[Problem details]
Exactly retype the lines of the material from its first line to the line with "Summarize the content", including both.

-- Opening Marker --

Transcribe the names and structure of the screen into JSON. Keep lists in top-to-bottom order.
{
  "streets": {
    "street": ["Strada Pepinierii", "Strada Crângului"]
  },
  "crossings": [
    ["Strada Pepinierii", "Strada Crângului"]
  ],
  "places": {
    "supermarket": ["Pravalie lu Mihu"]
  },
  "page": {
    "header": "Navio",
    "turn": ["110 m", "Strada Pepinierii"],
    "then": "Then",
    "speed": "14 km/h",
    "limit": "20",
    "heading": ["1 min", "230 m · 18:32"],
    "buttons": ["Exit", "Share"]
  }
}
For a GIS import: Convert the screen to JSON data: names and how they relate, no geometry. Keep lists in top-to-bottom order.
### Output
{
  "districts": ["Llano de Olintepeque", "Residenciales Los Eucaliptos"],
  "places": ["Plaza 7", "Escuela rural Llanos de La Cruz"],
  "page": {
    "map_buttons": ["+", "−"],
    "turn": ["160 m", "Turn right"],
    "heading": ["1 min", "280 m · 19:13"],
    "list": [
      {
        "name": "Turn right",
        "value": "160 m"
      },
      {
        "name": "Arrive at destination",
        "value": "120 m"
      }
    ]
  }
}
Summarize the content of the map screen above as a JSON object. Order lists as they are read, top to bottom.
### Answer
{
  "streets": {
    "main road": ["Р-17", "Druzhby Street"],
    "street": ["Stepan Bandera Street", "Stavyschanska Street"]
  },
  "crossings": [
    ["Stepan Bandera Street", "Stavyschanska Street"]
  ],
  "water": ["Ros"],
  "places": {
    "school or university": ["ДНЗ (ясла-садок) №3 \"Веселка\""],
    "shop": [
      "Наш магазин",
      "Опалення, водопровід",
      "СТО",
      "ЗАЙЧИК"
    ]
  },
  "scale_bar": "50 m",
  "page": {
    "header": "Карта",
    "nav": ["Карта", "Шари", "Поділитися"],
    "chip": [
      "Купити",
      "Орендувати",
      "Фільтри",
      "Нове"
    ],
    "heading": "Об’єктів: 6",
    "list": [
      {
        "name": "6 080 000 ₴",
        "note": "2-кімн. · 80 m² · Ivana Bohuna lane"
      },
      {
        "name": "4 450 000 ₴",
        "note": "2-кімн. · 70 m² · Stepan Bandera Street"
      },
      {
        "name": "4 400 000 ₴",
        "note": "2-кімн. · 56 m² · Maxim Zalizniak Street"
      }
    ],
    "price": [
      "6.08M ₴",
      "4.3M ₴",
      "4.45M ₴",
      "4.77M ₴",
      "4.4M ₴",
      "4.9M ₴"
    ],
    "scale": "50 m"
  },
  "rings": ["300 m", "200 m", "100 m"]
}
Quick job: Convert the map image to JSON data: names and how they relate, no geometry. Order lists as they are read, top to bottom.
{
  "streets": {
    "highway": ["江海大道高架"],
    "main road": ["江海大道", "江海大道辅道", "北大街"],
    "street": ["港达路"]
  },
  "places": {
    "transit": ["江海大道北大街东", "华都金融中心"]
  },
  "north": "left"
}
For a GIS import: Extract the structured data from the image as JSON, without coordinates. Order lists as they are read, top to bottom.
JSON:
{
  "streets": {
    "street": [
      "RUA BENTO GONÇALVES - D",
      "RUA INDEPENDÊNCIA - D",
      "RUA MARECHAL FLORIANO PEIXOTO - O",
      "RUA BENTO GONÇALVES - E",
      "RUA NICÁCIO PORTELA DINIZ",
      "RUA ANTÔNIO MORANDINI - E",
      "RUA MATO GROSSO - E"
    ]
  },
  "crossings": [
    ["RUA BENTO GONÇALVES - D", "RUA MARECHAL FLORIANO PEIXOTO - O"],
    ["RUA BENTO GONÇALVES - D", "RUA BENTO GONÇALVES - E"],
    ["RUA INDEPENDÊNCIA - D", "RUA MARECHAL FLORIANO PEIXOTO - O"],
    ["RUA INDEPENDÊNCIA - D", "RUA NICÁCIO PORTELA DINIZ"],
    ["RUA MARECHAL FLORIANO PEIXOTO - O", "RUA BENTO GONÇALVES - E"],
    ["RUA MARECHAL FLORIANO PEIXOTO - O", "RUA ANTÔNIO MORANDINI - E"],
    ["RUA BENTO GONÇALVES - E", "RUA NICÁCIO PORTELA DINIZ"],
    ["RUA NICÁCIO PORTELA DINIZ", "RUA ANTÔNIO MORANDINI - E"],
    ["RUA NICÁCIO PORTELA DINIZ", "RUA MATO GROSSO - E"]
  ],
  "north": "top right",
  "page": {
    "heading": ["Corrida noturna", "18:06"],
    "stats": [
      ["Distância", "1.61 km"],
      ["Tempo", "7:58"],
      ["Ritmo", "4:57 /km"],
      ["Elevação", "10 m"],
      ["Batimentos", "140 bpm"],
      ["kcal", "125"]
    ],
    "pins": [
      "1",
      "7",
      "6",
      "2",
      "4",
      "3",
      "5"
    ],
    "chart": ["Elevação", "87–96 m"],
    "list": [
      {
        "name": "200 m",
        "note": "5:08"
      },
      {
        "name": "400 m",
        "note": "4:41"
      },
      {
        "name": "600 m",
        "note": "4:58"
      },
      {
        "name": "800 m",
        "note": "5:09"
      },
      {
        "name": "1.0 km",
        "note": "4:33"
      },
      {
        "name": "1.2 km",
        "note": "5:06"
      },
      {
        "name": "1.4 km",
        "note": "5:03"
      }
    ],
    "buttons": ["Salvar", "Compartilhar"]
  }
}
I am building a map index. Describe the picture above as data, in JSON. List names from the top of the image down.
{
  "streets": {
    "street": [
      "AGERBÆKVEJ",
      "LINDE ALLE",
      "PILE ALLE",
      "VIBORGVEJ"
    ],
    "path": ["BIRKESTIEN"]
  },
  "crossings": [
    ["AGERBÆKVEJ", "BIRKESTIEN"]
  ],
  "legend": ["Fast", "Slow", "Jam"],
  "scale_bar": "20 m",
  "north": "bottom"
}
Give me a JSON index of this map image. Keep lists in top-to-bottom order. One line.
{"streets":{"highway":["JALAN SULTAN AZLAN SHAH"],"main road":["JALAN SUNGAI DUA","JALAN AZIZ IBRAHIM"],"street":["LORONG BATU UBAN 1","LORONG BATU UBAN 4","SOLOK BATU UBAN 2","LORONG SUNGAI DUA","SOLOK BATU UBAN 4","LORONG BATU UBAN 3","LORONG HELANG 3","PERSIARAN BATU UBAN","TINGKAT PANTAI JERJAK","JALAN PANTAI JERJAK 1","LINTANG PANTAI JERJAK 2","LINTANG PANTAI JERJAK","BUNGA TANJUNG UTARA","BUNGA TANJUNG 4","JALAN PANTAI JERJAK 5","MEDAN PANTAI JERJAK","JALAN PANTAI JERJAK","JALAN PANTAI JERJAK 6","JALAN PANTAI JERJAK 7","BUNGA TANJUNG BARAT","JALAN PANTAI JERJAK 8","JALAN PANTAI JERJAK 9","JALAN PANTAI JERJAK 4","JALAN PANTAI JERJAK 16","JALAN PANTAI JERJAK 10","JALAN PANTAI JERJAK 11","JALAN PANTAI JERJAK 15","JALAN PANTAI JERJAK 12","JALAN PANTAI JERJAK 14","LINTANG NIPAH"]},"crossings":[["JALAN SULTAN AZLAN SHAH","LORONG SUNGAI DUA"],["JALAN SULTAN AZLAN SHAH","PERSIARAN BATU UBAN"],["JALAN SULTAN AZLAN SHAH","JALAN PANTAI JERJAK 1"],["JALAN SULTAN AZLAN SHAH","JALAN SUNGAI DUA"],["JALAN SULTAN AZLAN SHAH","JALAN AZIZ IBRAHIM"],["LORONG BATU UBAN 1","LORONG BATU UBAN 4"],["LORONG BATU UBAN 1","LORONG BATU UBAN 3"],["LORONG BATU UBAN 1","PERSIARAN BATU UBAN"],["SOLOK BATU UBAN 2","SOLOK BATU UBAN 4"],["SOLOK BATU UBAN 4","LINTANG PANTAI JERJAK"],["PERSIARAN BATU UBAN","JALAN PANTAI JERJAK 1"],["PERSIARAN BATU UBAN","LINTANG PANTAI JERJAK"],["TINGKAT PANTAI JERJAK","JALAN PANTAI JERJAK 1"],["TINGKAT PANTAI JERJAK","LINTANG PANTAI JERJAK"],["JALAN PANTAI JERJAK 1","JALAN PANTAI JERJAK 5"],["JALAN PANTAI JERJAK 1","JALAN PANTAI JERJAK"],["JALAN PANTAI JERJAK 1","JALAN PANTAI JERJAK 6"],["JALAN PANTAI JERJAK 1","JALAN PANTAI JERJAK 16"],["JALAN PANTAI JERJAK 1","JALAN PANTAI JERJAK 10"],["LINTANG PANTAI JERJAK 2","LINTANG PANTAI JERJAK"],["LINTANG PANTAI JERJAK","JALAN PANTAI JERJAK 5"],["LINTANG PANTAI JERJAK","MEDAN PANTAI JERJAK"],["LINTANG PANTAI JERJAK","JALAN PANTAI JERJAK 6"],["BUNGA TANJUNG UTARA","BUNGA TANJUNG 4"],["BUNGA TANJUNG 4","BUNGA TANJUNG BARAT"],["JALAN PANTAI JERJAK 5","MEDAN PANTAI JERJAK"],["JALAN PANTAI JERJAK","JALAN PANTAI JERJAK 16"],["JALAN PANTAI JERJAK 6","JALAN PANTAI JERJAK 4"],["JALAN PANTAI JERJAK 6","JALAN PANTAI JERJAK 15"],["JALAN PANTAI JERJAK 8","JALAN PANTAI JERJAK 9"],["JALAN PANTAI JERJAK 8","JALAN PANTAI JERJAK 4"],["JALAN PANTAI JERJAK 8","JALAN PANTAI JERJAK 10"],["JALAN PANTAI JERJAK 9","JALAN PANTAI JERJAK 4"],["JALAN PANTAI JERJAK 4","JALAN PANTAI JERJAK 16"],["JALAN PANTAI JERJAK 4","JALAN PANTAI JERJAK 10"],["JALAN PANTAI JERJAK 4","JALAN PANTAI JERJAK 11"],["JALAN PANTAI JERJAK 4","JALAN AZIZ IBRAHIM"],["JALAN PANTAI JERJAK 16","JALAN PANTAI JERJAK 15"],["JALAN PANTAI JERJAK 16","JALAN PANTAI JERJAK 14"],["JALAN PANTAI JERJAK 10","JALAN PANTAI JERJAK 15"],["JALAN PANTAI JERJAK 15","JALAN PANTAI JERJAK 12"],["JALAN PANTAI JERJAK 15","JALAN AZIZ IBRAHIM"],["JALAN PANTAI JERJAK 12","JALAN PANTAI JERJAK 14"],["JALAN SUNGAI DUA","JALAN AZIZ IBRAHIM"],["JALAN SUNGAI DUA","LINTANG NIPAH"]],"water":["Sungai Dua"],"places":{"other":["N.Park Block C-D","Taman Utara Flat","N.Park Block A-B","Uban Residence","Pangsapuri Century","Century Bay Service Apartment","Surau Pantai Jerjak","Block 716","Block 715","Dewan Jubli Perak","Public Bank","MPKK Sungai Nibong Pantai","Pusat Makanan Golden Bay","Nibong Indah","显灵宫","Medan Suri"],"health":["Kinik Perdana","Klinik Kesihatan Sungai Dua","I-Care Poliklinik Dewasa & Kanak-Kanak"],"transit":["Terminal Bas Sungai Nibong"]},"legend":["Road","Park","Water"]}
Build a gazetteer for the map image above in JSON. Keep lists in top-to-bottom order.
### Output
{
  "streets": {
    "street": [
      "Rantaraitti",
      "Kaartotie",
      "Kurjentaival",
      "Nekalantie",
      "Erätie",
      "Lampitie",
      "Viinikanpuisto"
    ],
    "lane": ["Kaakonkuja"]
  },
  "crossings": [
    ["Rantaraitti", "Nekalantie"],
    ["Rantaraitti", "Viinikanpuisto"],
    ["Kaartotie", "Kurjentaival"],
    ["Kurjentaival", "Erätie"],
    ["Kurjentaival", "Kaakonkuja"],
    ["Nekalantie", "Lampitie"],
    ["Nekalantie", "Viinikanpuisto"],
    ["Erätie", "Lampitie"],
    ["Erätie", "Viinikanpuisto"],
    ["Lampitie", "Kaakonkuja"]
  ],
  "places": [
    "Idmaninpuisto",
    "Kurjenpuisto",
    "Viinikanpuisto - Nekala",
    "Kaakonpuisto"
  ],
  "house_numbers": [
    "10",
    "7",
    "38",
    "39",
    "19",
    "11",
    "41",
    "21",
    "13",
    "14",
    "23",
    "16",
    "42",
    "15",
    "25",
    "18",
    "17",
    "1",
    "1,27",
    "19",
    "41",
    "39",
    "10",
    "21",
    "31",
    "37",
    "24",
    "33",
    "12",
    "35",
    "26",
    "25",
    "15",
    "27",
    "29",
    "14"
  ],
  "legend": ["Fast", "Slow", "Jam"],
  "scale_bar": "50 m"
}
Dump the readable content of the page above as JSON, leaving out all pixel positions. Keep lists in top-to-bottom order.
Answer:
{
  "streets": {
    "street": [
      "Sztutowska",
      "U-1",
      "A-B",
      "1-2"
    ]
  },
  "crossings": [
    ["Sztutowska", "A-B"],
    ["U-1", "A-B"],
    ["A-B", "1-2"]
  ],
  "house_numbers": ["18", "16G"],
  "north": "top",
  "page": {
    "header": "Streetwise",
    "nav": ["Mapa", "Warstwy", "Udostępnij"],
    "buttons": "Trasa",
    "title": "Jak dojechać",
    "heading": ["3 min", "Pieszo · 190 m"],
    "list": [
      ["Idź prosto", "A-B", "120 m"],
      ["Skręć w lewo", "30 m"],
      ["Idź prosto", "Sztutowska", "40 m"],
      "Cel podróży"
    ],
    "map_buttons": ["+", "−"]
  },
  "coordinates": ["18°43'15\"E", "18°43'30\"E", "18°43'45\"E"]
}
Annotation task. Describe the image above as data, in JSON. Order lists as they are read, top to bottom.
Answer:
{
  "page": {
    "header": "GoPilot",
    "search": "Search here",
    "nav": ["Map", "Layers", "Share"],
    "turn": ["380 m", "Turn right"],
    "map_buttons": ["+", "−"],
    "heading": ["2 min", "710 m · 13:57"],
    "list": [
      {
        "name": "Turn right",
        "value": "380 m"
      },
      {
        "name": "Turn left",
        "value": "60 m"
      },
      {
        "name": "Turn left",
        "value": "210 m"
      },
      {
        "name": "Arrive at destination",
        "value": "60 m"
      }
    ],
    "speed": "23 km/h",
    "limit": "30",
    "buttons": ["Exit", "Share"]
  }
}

-- Closing Marker --

[Response]
Transcribe the names and structure of the screen into JSON. Keep lists in top-to-bottom order.
{
  "streets": {
    "street": ["Strada Pepinierii", "Strada Crângului"]
  },
  "crossings": [
    ["Strada Pepinierii", "Strada Crângului"]
  ],
  "places": {
    "supermarket": ["Pravalie lu Mihu"]
  },
  "page": {
    "header": "Navio",
    "turn": ["110 m", "Strada Pepinierii"],
    "then": "Then",
    "speed": "14 km/h",
    "limit": "20",
    "heading": ["1 min", "230 m · 18:32"],
    "buttons": ["Exit", "Share"]
  }
}
For a GIS import: Convert the screen to JSON data: names and how they relate, no geometry. Keep lists in top-to-bottom order.
### Output
{
  "districts": ["Llano de Olintepeque", "Residenciales Los Eucaliptos"],
  "places": ["Plaza 7", "Escuela rural Llanos de La Cruz"],
  "page": {
    "map_buttons": ["+", "−"],
    "turn": ["160 m", "Turn right"],
    "heading": ["1 min", "280 m · 19:13"],
    "list": [
      {
        "name": "Turn right",
        "value": "160 m"
      },
      {
        "name": "Arrive at destination",
        "value": "120 m"
      }
    ]
  }
}
Summarize the content of the map screen above as a JSON object. Order lists as they are read, top to bottom.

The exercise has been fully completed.